Reviewed by Sarah Alter, Ph.D. — Scientific Affairs, OrganaBio. 15 years of immunology research spanning autoimmunity, cancer, and infectious disease. University of Miami Miller School of Medicine. Registered Patent Agent.
Multiple sclerosis is an autoimmune demyelinating disease of the central nervous system in which autoreactive T cells and B cells breach immune tolerance to myelin antigens. Disease-state PBMCs from MS donors carry CNS-directed immune populations that cannot be recapitulated in healthy donor samples, making them essential for assay development across the expanding pipeline of B cell-depleting, S1P receptor-targeting, and CNS-penetrant therapies.
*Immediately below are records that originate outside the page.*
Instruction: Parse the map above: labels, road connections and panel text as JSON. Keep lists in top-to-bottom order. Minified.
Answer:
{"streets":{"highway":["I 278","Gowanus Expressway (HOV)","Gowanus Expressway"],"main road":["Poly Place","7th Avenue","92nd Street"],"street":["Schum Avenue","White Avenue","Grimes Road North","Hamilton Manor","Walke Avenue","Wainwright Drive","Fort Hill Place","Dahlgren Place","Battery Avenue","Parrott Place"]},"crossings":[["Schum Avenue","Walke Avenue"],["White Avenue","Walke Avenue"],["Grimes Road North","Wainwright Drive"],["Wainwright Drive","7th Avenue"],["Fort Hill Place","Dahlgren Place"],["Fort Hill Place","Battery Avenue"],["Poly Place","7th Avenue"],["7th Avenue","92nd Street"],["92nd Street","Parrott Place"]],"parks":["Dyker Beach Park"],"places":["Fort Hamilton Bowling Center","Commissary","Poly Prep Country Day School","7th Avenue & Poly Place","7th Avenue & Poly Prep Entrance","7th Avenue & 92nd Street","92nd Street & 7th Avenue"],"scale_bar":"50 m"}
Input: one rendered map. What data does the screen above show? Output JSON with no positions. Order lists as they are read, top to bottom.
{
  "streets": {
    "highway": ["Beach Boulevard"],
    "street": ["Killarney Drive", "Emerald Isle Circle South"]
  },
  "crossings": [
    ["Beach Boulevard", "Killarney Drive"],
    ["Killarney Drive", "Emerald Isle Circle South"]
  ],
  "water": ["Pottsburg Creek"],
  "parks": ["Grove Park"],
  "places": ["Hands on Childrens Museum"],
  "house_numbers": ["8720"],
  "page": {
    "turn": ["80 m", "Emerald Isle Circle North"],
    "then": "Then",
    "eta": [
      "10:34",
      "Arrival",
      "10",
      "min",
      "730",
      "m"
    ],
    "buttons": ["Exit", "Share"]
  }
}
The Immunology of MS Relevant to Biomarker and Drug Research
The pathogenic axis in MS involves Th1 and Th17 cells reactive to myelin basic protein (MBP), myelin oligodendrocyte glycoprotein (MOG), and proteolipid protein (PLP). CD8+ cytotoxic T cells directly damage oligodendrocytes in active lesions. B cells contribute through anti-MOG and anti-aquaporin-4 antibodies in subsets and through antigen presentation to T cells independent of antibody production. Regulatory T cell suppression is impaired in active MS, and natural killer cell cytotoxicity patterns shift across disease subtypes and treatment status.
For researchers building pharmacodynamic assays around approved or investigational MS therapies, the treatment history of the donor matters as much as the diagnosis. Ocrelizumab-treated donors have near-total peripheral B cell depletion. Natalizumab-treated donors have elevated circulating CD4+ T cells due to integrin blockade. Untreated relapsing-remitting donors present a different baseline than progressive disease donors on siponimod or cladribine.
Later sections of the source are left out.